After U.S. Attorney General William Barr changed the protocol three months ago, proposing a rule that would allow the Justice Department to second-guess state determinations, more than 40 state and municipal elected prosecutors fired back on Friday.

“Overriding local prosecutorial determinations and attaching immigration consequences to convictions vacated for valid substantive or procedural reasons undermines transparency and a public sense of consistently applied legal principles, and therefore imperils public trust and perceptions of legitimacy,” the coalition wrote in a 32-page brief.

Led by Brooklyn District Attorney Eric Gonzalez, the prosecutors contend that Barr's proposal threatens the “separate sovereigns” principle as well as the people of the states and cities they protect.

“By disregarding state and local decisions, the federal system may undermine the legitimacy of all justice system actors, and accordingly threaten public safety,” they wrote in their brief, represented by Matthew Biben with the firm Debevoise & Plimpton.

Gonzalez emphasized that local prosecutors are best-placed to judge their own cases.

“Justice requires a careful consideration of the facts of each case,” the Brooklyn DA said in a statement. “This type of evaluation is best done at the local level with a consideration of community needs, which is why Congress and the Board of Immigration Appeals has long deferred to the state’s discretion to make criminal justice decisions regarding criminal convictions and sentences — including decisions to modify those convictions and sentences.”

The Trump administration has been at odds, and in court, various times with local law enforcement in liberal jurisdictions over policies that are not in line with its immigration agenda.

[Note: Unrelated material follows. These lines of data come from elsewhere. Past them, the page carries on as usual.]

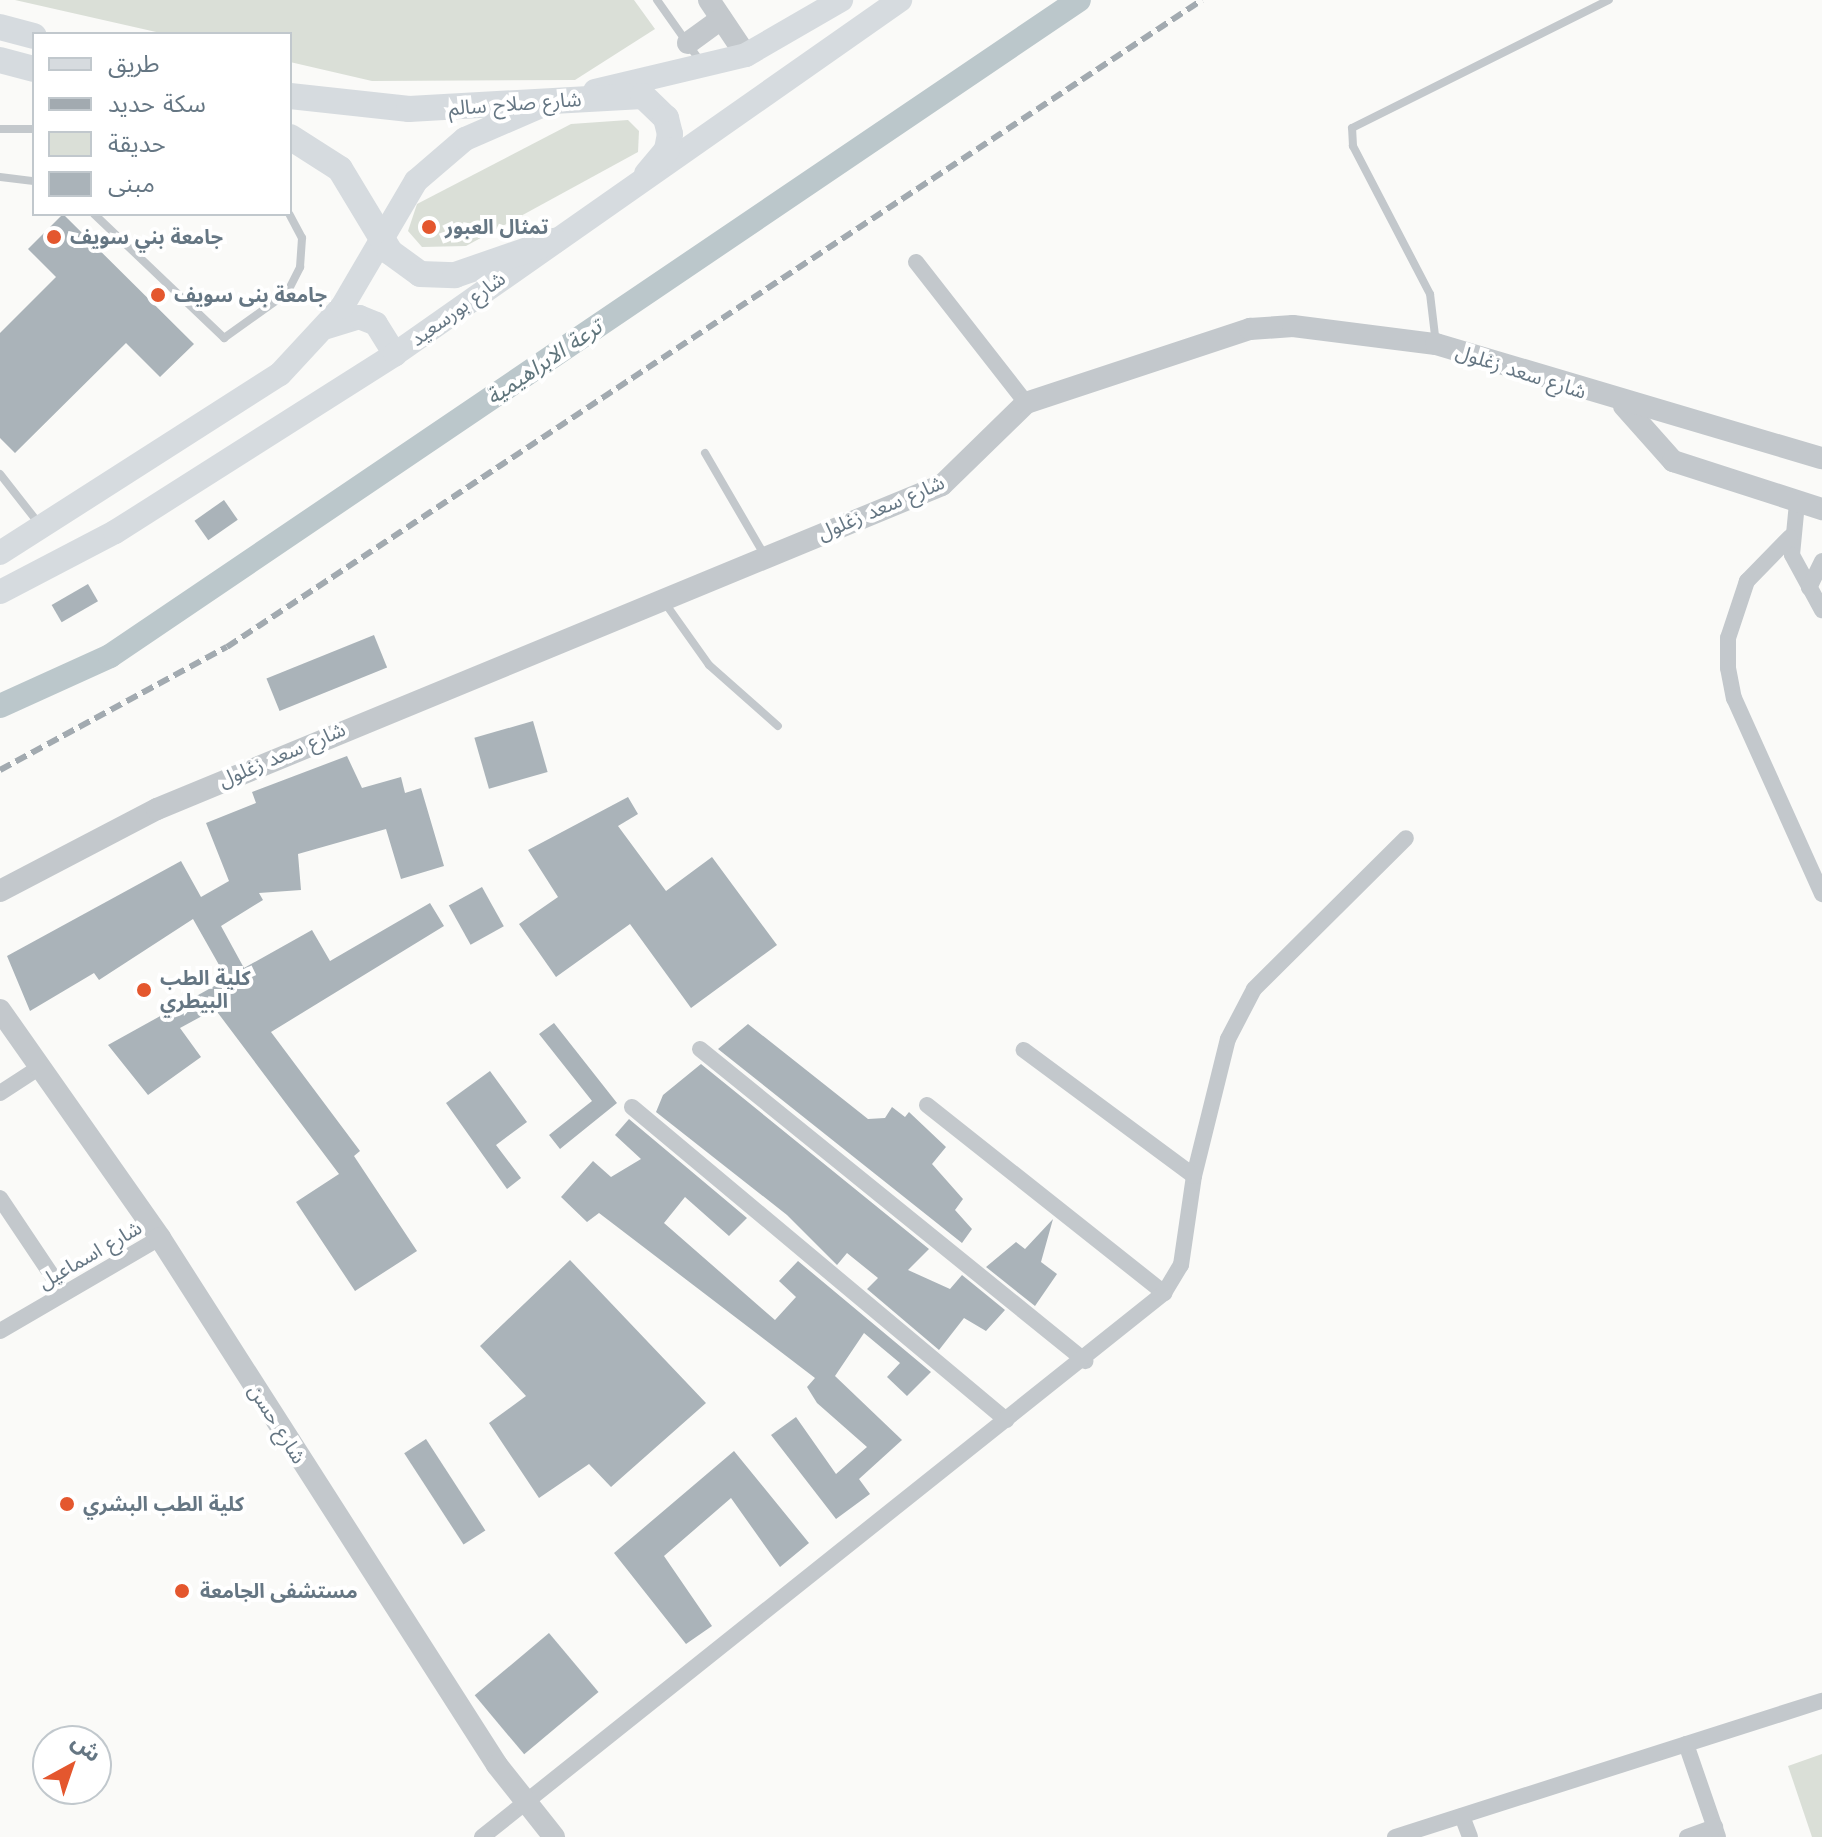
<!DOCTYPE html>
<html>
<head>
<meta charset="utf-8">
<style>
	body { margin:0 }
	#map { position:relative; width:1822px; height:1837px; overflow:hidden; background:#fafaf8; font-family:"Work Sans","Noto Sans Arabic",sans-serif }
	div>[style] { position:absolute }
	.green>* { inset:0; background:#dadfd7 }
	.canal>* { height:24px; margin:-12px; padding:0 12px; transform-origin:12px; border-radius:12px; background:#bbc7cb }
	.building>* { inset:0; background:#aab3b9; transform-origin:0 0 }
	.service>* { height:8px; margin:-4px; padding:0 4px; transform-origin:4px; border-radius:4px; background:#c3c8cc }
	.minor>* { height:16px; margin:-8px; padding:0 8px; transform-origin:8px; border-radius:8px; background:#c3c8cc }
	.tertiary>* { height:22px; margin:-11px; padding:0 11px; transform-origin:11px; border-radius:11px; background:#c3c8cc }
	.secondary>* { height:24px; margin:-12px; padding:0 12px; transform-origin:12px; border-radius:12px; background:#d6dbdf }
	.primary>* { height:26px; margin:-13px; padding:0 13px; transform-origin:13px; border-radius:13px; background:#d6dbdf }
	.rail>* { height:6px; margin-top:-3px; transform-origin:0; background:repeating-linear-gradient(90deg,#a2aab0 0 12px,transparent 0 18px) }
	.dots>* { width:22px; height:22px; translate:-50% -50%; box-sizing:border-box; border:4px solid #fff; border-radius:50% }
	span { translate:-50% -50%; white-space:nowrap; text-align:center; line-height:1.15; -webkit-text-stroke:8px #fff; paint-order:stroke }
	.street-label { font-size:20px; color:#657683 }
	.poi-label { font-size:20px; color:#657683; font-weight:700 }
	.left { translate:0 -50%; text-align:left }
	.water-label { font-size:22px; color:#60757c; font-style:italic }
	.legend { position:absolute; left:32px; top:32px; width:260px; height:184px; box-sizing:border-box; background:#fff; border:2px solid #c1c8cd; margin:0; padding:10px 14px; list-style:none; font-size:24px; color:#657683 }
	.legend li { display:flex; align-items:center; gap:16px; height:40px }
	.legend b { width:40px; border:2px solid #c1c8cd }
	.north { position:absolute; left:32px; top:1725px; width:80px; height:80px; box-sizing:border-box; background:#fff; border:2px solid #c1c8cd; border-radius:50%; rotate:40deg; font-size:22px; font-weight:700; line-height:32px; text-align:center; color:#657683 }
	.north::after { content:''; display:block; margin:auto; width:28px; height:36px; background:#e4572e; clip-path:polygon(50% 0,100% 100%,50% 72%,0 100%) }
</style>
</head>
<body>
<div id="map">
	<div class="green">
		<div style="clip-path:polygon(15px 0,634px 0,655px 29px,575px 80px,372px 81px,290px 62px,290px 34px,165px 34px)"></div>
		<div style="clip-path:polygon(628px 120px,639px 131px,638px 152px,466px 246px,422px 247px,408px 231px,417px 204px,571px 124px)"></div>
		<div style="clip-path:polygon(1822px 1754px,1822px 1837px,1812px 1837px,1788px 1766px)"></div>
	</div>
	<div class="canal">
		<div style="left:0;top:706px;width:121px;rotate:-24.4deg"></div>
		<div style="left:110px;top:656px;width:1170px;rotate:-34.1deg"></div>
	</div>
	<div class="building">
		<div style="clip-path:polygon(63px 214px,194px 344px,160px 377px,126px 343px,15px 453px,0 438px,0 333px,56px 277px,28px 249px)"></div>
		<div style="left:224px;top:500px;width:24px;height:36px;rotate:55deg"></div>
		<div style="left:88px;top:584px;width:20px;height:42px;rotate:60deg"></div>
		<div style="left:374px;top:635px;width:35px;height:116px;rotate:68deg"></div>
		<div style="left:533px;top:721px;width:53px;height:61px;rotate:74deg"></div>
		<div style="clip-path:polygon(347px 756px,362px 788px,401px 777px,405px 793px,421px 788px,444px 866px,401px 879px,386px 829px,298px 854px,301px 890px,259px 893px,263px 900px,221px 926px,244px 968px,312px 930px,330px 961px,430px 903px,444px 926px,271px 1032px,360px 1151px,354px 1156px,417px 1251px,355px 1291px,296px 1202px,339px 1174px,215px 1009px,180px 1028px,201px 1057px,148px 1095px,108px 1045px,227px 979px,193px 919px,99px 980px,94px 973px,30px 1011px,7px 956px,181px 861px,201px 897px,229px 881px,206px 823px,256px 803px,252px 792px)"></div>
		<div style="clip-path:polygon(628px 797px,638px 814px,618px 826px,666px 891px,712px 857px,777px 945px,691px 1008px,630px 924px,556px 977px,519px 924px,558px 897px,528px 850px)"></div>
		<div style="left:482px;top:887px;width:45px;height:38px;rotate:61deg"></div>
		<div style="clip-path:polygon(554px 1023px,617px 1103px,560px 1149px,549px 1135px,592px 1101px,539px 1034px)"></div>
		<div style="clip-path:polygon(748px 1024px,868px 1119px,885px 1118px,892px 1107px,905px 1117px,909px 1112px,946px 1147px,932px 1164px,963px 1199px,955px 1210px,972px 1229px,962px 1243px,718px 1049px)"></div>
		<div style="clip-path:polygon(701px 1064px,929px 1249px,908px 1270px,950px 1289px,962px 1275px,1005px 1310px,986px 1331px,964px 1318px,939px 1350px,867px 1289px,878px 1278px,847px 1253px,837px 1265px,787px 1215px,656px 1112px,663px 1095px)"></div>
		<div style="clip-path:polygon(490px 1071px,527px 1122px,496px 1145px,521px 1178px,507px 1189px,446px 1103px)"></div>
		<div style="clip-path:polygon(629px 1119px,747px 1218px,729px 1236px,685px 1197px,664px 1223px,775px 1320px,796px 1297px,779px 1281px,798px 1261px,931px 1372px,907px 1396px,887px 1377px,900px 1363px,864px 1333px,835px 1376px,902px 1440px,859px 1479px,870px 1494px,836px 1519px,771px 1435px,796px 1417px,836px 1474px,867px 1447px,817px 1403px,807px 1387px,815px 1378px,599px 1213px,587px 1222px,561px 1197px,593px 1161px,611px 1177px,641px 1159px,615px 1135px)"></div>
		<div style="clip-path:polygon(1053px 1219px,1041px 1262px,1057px 1274px,1035px 1306px,986px 1267px,1016px 1242px,1025px 1249px)"></div>
		<div style="clip-path:polygon(570px 1260px,706px 1403px,611px 1487px,589px 1464px,539px 1498px,489px 1423px,526px 1396px,480px 1346px)"></div>
		<div style="left:426px;top:1439px;width:109px;height:26px;rotate:57deg"></div>
		<div style="clip-path:polygon(734px 1451px,809px 1543px,780px 1567px,731px 1498px,664px 1556px,712px 1626px,686px 1644px,614px 1553px)"></div>
		<div style="left:549px;top:1633px;width:77px;height:97px;rotate:50deg"></div>
	</div>
	<div class="service">
		<div style="left:657px;top:0;width:75px;rotate:54.8deg"></div>
		<div style="left:0;top:129px;width:34px"></div>
		<div style="left:0;top:177px;width:34px;rotate:7deg"></div>
		<div style="left:94px;top:214px;width:180px;rotate:43.6deg"></div>
		<div style="left:224px;top:338px;width:77px;rotate:-35.5deg"></div>
		<div style="left:287px;top:293px;width:29px;rotate:-63deg"></div>
		<div style="left:300px;top:267px;width:29px;rotate:-86deg"></div>
		<div style="left:302px;top:238px;width:27px;rotate:-118deg"></div>
		<div style="left:1436px;top:344px;width:50px;rotate:-96.8deg"></div>
		<div style="left:1430px;top:294px;width:167px;rotate:-117.5deg"></div>
		<div style="left:1353px;top:146px;width:18px;rotate:-93deg"></div>
		<div style="left:1352px;top:128px;width:287px;rotate:-26.5deg"></div>
		<div style="left:705px;top:453px;width:119px;rotate:59.8deg"></div>
		<div style="left:0;top:474px;width:65px;rotate:51.9deg"></div>
		<div style="left:665px;top:603px;width:76px;rotate:54.6deg"></div>
		<div style="left:709px;top:665px;width:92px;rotate:41.5deg"></div>
	</div>
	<div class="minor">
		<div style="left:916px;top:262px;width:179px;rotate:52deg"></div>
		<div style="left:1797px;top:503px;width:52px;rotate:95.5deg"></div>
		<div style="left:1792px;top:555px;width:63px;rotate:61.4deg"></div>
		<div style="left:1790px;top:537px;width:62px;rotate:134.3deg"></div>
		<div style="left:1747px;top:581px;width:60px;rotate:108.4deg"></div>
		<div style="left:1728px;top:638px;width:30px;rotate:90deg"></div>
		<div style="left:1728px;top:668px;width:31px;rotate:79deg"></div>
		<div style="left:1734px;top:698px;width:215px;rotate:65.8deg"></div>
		<div style="left:1809px;top:588px;width:30px;rotate:-64deg"></div>
		<div style="left:700px;top:1049px;width:496px;rotate:39deg"></div>
		<div style="left:0;top:1093px;width:48px;rotate:-33deg"></div>
		<div style="left:927px;top:1105px;width:303px;rotate:38.4deg"></div>
		<div style="left:632px;top:1107px;width:488px;rotate:39.9deg"></div>
		<div style="left:1194px;top:1176px;width:141px;rotate:-76.1deg"></div>
		<div style="left:1228px;top:1039px;width:56px;rotate:-62.5deg"></div>
		<div style="left:1254px;top:989px;width:214px;rotate:-44.8deg"></div>
		<div style="left:0;top:1198px;width:113px;rotate:56.2deg"></div>
		<div style="left:0;top:1331px;width:185px;rotate:-30.2deg"></div>
		<div style="left:1686px;top:1744px;width:98px;rotate:71deg"></div>
		<div style="left:1462px;top:1816px;width:22px;rotate:69deg"></div>
		<div style="left:482px;top:1837px;width:872px;rotate:-38.58deg"></div>
		<div style="left:1164px;top:1293px;width:33px;rotate:-59deg"></div>
		<div style="left:1181px;top:1265px;width:90px;rotate:-81.7deg"></div>
		<div style="left:1194px;top:1176px;width:212px;rotate:-143.5deg"></div>
		<div style="left:1395px;top:1837px;width:448px;rotate:-17.7deg"></div>
		<div style="left:1687px;top:1837px;width:30px;rotate:-20deg"></div>
	</div>
	<div class="tertiary">
		<div style="left:709px;top:0;width:66px;rotate:56.1deg"></div>
		<div style="left:688px;top:43px;width:41px;rotate:-36deg"></div>
		<div style="left:1624px;top:406px;width:74px;rotate:48.3deg"></div>
		<div style="left:1673px;top:461px;width:157px;rotate:17.9deg"></div>
		<div style="left:0;top:891px;width:177px;rotate:-27.6deg"></div>
		<div style="left:157px;top:809px;width:849px;rotate:-22.43deg"></div>
		<div style="left:942px;top:485px;width:117px;rotate:-44.3deg"></div>
		<div style="left:1026px;top:403px;width:236px;rotate:-18.3deg"></div>
		<div style="left:1250px;top:329px;width:43px;rotate:-4deg"></div>
		<div style="left:1293px;top:326px;width:144px;rotate:7.2deg"></div>
		<div style="left:1436px;top:344px;width:402px;rotate:16.5deg"></div>
		<div style="left:0;top:1010px;width:279px;rotate:54.9deg"></div>
		<div style="left:160px;top:1238px;width:626px;rotate:57.4deg"></div>
		<div style="left:497px;top:1765px;width:92px;rotate:51.6deg"></div>
	</div>
	<div class="secondary">
		<div style="left:595px;top:91px;width:155px;rotate:-13.4deg"></div>
		<div style="left:746px;top:55px;width:110px;rotate:-30.1deg"></div>
		<div style="left:327px;top:327px;width:34px;rotate:-17deg"></div>
		<div style="left:359px;top:317px;width:18px;rotate:22deg"></div>
		<div style="left:376px;top:324px;width:36px;rotate:58deg"></div>
		<div style="left:0;top:553px;width:332px;rotate:-32.6deg"></div>
		<div style="left:280px;top:374px;width:91px;rotate:-47.2deg"></div>
		<div style="left:342px;top:307px;width:146px;rotate:-59.6deg"></div>
		<div style="left:416px;top:181px;width:65px;rotate:-40.6deg"></div>
		<div style="left:465px;top:139px;width:83px;rotate:-23.5deg"></div>
		<div style="left:0;top:592px;width:130px;rotate:-27.6deg"></div>
		<div style="left:115px;top:532px;width:332px;rotate:-32.4deg"></div>
		<div style="left:395px;top:354px;width:617px;rotate:-35.03deg"></div>
	</div>
	<div class="primary">
		<div style="left:0;top:27px;width:35px;rotate:15deg"></div>
		<div style="left:0;top:60px;width:35px;rotate:15deg"></div>
		<div style="left:290px;top:96px;width:120px;rotate:6.2deg"></div>
		<div style="left:409px;top:109px;width:234px;rotate:-3.2deg"></div>
		<div style="left:643px;top:96px;width:32px;rotate:44deg"></div>
		<div style="left:666px;top:118px;width:16px;rotate:76deg"></div>
		<div style="left:670px;top:134px;width:16px;rotate:101deg"></div>
		<div style="left:667px;top:150px;width:31px;rotate:130deg"></div>
		<div style="left:290px;top:137px;width:59px;rotate:32.6deg"></div>
		<div style="left:340px;top:169px;width:97px;rotate:58.9deg"></div>
		<div style="left:390px;top:252px;width:37px;rotate:36deg"></div>
		<div style="left:420px;top:274px;width:35px;rotate:2deg"></div>
		<div style="left:455px;top:275px;width:105px;rotate:-19deg"></div>
	</div>
	<div class="rail">
		<div style="left:0;top:770px;width:258px;rotate:-28.5deg"></div>
		<div style="left:227px;top:647px;width:1170px;rotate:-33.57deg"></div>
	</div>
	<div class="dots">
		<div style="left:429px;top:227px;background:#e4572e"></div>
		<div style="left:54px;top:237px;background:#e4572e"></div>
		<div style="left:158px;top:295px;background:#e4572e"></div>
		<div style="left:144px;top:990px;background:#e4572e"></div>
		<div style="left:67px;top:1504px;background:#e4572e"></div>
		<div style="left:182px;top:1591px;background:#e4572e"></div>
	</div>
	<div class="street-label">
		<span style="left:515px;top:104px;rotate:-4deg">شارع صلاح سالم</span>
		<span style="left:458px;top:309px;rotate:-36deg">شارع بورسعيد</span>
		<span style="left:1521px;top:372px;rotate:18deg">شارع سعد زغلول</span>
		<span style="left:881px;top:508px;rotate:-23deg">شارع سعد زغلول</span>
		<span style="left:282px;top:755px;rotate:-23deg">شارع سعد زغلول</span>
		<span style="left:90px;top:1255px;rotate:-30deg">شارع اسماعيل</span>
		<span style="left:277px;top:1424px;rotate:58deg">شارع حسن</span>
	</div>
	<div class="poi-label">
		<span class="left" style="left:445px;top:227px">تمثال العبور</span>
		<span class="left" style="left:70px;top:237px">جامعة بني سويف</span>
		<span class="left" style="left:174px;top:295px">جامعة بنى سويف</span>
		<span class="left" style="left:160px;top:990px">كلية الطب<br>البيطري</span>
		<span class="left" style="left:83px;top:1504px">كلية الطب البشري</span>
		<span class="left" style="left:200px;top:1591px">مستشفى الجامعة</span>
	</div>
	<div class="water-label">
		<span style="left:544px;top:362px;rotate:-34deg">ترعة الابراهيمية</span>
	</div>
	<ul class="legend">
	<li><b style="height:10px;background:#d6dbdf"></b>طريق</li>
	<li><b style="height:10px;background:#a2aab0"></b>سكة حديد</li>
	<li><b style="height:22px;background:#dadfd7"></b>حديقة</li>
	<li><b style="height:22px;background:#aab3b9"></b>مبنى</li>
	</ul>
	<div class="north">ش</div>
</div>
</body>
</html>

New York, Philadelphia, San Francisco and other cities have sued in the past for conditioning federal funding of local law enforcement on abandoning sanctuary-city policies that limit cooperation with Immigration and Customs Enforcement.

New fault lines have been emerging on the immigration consequences for noncitizens who are convicted of crimes that are later vacated.

Manhattan District Attorney Cyrus Vance has boasted of his Collateral Consequences Counsel, what he described as a “first in the nation” initiative created in April 2007 to assess the repercussions of plea and charging decisions for noncitizens.

“That could mean offering pleas to alternative, nondeportable charges,” Vance said in May 2017. “It could mean that we agree to seal a case early.”

Fair and Justice Prosecution, a network of local prosecutors, said that such considerations are essential for building trust in the justice system.

“Sometimes that duty includes revisiting old cases where incorrect, unjust or excessive sentences were imposed, and for immigrants, sometimes that means assessing whether penalties would inflict disproportionate harm on that individual, their family, and the community simply because of their immigration status,” the group’s executive director Miriam Krinsky said in a statement. “Any change to decades of immigration procedures and precedent would unduly limit the discretion of elected prosecutors and infringe on state and local rights.”

The 43 elected prosecutors sent their brief to the Justice Department’s Executive Office of Immigration Review, which did not immediately respond to a request for comment.